Input material —
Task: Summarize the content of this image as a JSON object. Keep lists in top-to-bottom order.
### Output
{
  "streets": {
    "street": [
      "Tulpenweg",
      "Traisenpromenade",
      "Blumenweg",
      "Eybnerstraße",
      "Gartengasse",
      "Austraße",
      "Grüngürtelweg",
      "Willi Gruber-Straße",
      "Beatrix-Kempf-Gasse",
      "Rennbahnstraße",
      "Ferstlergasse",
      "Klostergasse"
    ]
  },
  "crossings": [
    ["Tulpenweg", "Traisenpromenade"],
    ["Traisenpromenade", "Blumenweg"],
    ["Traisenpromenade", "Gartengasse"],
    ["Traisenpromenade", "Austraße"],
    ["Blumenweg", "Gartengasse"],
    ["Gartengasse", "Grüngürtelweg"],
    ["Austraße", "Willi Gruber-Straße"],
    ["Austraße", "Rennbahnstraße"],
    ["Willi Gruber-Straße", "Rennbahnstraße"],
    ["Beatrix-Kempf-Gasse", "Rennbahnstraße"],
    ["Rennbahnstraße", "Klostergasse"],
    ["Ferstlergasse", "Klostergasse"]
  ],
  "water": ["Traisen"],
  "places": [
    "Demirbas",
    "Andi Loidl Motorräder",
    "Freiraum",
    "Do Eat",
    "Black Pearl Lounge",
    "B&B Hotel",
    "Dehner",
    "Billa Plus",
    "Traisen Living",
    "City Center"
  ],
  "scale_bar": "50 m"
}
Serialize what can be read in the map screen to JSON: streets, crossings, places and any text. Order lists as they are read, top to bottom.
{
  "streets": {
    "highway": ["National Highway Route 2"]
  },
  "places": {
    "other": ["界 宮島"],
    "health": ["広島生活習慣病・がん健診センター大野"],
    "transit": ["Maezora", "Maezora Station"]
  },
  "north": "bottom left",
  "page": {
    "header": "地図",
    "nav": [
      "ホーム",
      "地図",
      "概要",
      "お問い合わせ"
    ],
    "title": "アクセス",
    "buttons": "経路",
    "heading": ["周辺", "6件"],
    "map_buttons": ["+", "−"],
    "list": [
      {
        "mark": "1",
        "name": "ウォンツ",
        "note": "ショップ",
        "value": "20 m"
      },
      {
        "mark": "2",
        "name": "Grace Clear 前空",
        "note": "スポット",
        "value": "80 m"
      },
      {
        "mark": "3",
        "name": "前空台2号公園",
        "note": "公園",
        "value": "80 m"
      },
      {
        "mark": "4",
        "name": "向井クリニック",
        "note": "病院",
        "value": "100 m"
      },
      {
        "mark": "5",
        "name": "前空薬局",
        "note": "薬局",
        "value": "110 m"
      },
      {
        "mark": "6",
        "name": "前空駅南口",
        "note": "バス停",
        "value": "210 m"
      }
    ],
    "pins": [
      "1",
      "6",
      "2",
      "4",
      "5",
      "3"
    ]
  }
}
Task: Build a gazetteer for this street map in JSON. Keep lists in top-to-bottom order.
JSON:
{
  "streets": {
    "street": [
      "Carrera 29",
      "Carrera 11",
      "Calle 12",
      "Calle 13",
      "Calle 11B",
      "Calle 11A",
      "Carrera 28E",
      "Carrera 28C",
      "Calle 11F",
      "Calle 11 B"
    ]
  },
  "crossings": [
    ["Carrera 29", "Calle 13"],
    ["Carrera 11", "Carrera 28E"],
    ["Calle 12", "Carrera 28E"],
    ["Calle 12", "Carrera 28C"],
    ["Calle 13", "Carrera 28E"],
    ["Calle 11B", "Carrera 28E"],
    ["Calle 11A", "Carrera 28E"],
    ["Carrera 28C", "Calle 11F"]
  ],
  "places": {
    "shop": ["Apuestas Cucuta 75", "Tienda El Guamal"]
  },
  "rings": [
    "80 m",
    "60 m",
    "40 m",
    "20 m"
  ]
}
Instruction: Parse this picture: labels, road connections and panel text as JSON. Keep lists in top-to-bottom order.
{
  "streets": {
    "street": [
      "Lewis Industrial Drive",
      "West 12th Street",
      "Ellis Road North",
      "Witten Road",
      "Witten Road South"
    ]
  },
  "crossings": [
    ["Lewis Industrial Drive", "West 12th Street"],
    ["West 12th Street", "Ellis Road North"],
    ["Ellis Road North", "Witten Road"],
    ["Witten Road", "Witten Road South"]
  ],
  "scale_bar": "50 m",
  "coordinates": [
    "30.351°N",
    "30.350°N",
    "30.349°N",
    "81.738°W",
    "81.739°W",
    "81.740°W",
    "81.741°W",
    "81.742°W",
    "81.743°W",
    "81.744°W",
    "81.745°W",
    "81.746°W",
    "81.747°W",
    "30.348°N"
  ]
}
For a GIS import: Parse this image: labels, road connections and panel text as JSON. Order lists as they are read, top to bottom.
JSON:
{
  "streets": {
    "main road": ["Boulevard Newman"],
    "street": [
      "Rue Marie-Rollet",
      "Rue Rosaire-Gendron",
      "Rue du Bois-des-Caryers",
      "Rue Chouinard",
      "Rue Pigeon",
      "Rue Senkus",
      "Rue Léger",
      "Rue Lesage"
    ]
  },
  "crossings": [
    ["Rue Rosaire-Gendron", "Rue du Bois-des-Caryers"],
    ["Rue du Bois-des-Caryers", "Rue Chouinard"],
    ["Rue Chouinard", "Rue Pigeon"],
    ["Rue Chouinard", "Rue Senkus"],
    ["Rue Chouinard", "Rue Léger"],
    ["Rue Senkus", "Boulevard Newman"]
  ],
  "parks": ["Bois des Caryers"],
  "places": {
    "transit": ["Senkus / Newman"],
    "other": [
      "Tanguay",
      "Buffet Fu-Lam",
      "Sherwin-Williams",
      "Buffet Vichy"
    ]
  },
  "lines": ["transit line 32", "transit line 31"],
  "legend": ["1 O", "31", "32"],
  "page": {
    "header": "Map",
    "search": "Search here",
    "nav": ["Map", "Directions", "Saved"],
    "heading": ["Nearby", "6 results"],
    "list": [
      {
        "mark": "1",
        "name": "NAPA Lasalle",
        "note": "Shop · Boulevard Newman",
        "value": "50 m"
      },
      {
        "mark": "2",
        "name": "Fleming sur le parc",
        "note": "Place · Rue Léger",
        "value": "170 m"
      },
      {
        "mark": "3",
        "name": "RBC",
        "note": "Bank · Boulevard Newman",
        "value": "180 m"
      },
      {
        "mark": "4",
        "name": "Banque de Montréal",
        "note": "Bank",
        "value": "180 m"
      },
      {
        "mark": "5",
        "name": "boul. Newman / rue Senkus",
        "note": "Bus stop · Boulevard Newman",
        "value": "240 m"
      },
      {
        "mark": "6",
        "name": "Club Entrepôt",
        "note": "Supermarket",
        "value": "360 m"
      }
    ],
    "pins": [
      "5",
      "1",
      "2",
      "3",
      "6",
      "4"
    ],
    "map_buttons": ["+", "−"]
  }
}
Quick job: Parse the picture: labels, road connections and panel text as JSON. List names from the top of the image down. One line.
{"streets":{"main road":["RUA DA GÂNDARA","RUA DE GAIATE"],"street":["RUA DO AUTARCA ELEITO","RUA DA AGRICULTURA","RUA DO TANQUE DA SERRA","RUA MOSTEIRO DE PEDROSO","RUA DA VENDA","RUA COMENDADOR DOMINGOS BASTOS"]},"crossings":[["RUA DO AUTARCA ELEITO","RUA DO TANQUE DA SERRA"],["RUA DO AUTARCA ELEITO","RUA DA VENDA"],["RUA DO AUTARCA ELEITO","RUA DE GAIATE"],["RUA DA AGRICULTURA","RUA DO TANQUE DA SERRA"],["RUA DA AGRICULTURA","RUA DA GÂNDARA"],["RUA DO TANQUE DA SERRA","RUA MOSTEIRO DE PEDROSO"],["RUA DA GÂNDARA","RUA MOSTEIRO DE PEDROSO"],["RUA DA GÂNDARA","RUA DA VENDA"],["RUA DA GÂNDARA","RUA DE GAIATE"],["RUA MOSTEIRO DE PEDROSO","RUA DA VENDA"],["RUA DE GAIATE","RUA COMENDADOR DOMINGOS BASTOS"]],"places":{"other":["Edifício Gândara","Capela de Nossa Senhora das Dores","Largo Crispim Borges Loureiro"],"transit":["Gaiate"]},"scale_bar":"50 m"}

Task statement — Among the entries above, the line containing "Instruction: Parse this", the line containing "For a GIS import: Parse", and all lines between them are to be restated word for word; nothing else belongs in the reply.

Solved exercise —
Instruction: Parse this picture: labels, road connections and panel text as JSON. Keep lists in top-to-bottom order.
{
  "streets": {
    "street": [
      "Lewis Industrial Drive",
      "West 12th Street",
      "Ellis Road North",
      "Witten Road",
      "Witten Road South"
    ]
  },
  "crossings": [
    ["Lewis Industrial Drive", "West 12th Street"],
    ["West 12th Street", "Ellis Road North"],
    ["Ellis Road North", "Witten Road"],
    ["Witten Road", "Witten Road South"]
  ],
  "scale_bar": "50 m",
  "coordinates": [
    "30.351°N",
    "30.350°N",
    "30.349°N",
    "81.738°W",
    "81.739°W",
    "81.740°W",
    "81.741°W",
    "81.742°W",
    "81.743°W",
    "81.744°W",
    "81.745°W",
    "81.746°W",
    "81.747°W",
    "30.348°N"
  ]
}
For a GIS import: Parse this image: labels, road connections and panel text as JSON. Order lists as they are read, top to bottom.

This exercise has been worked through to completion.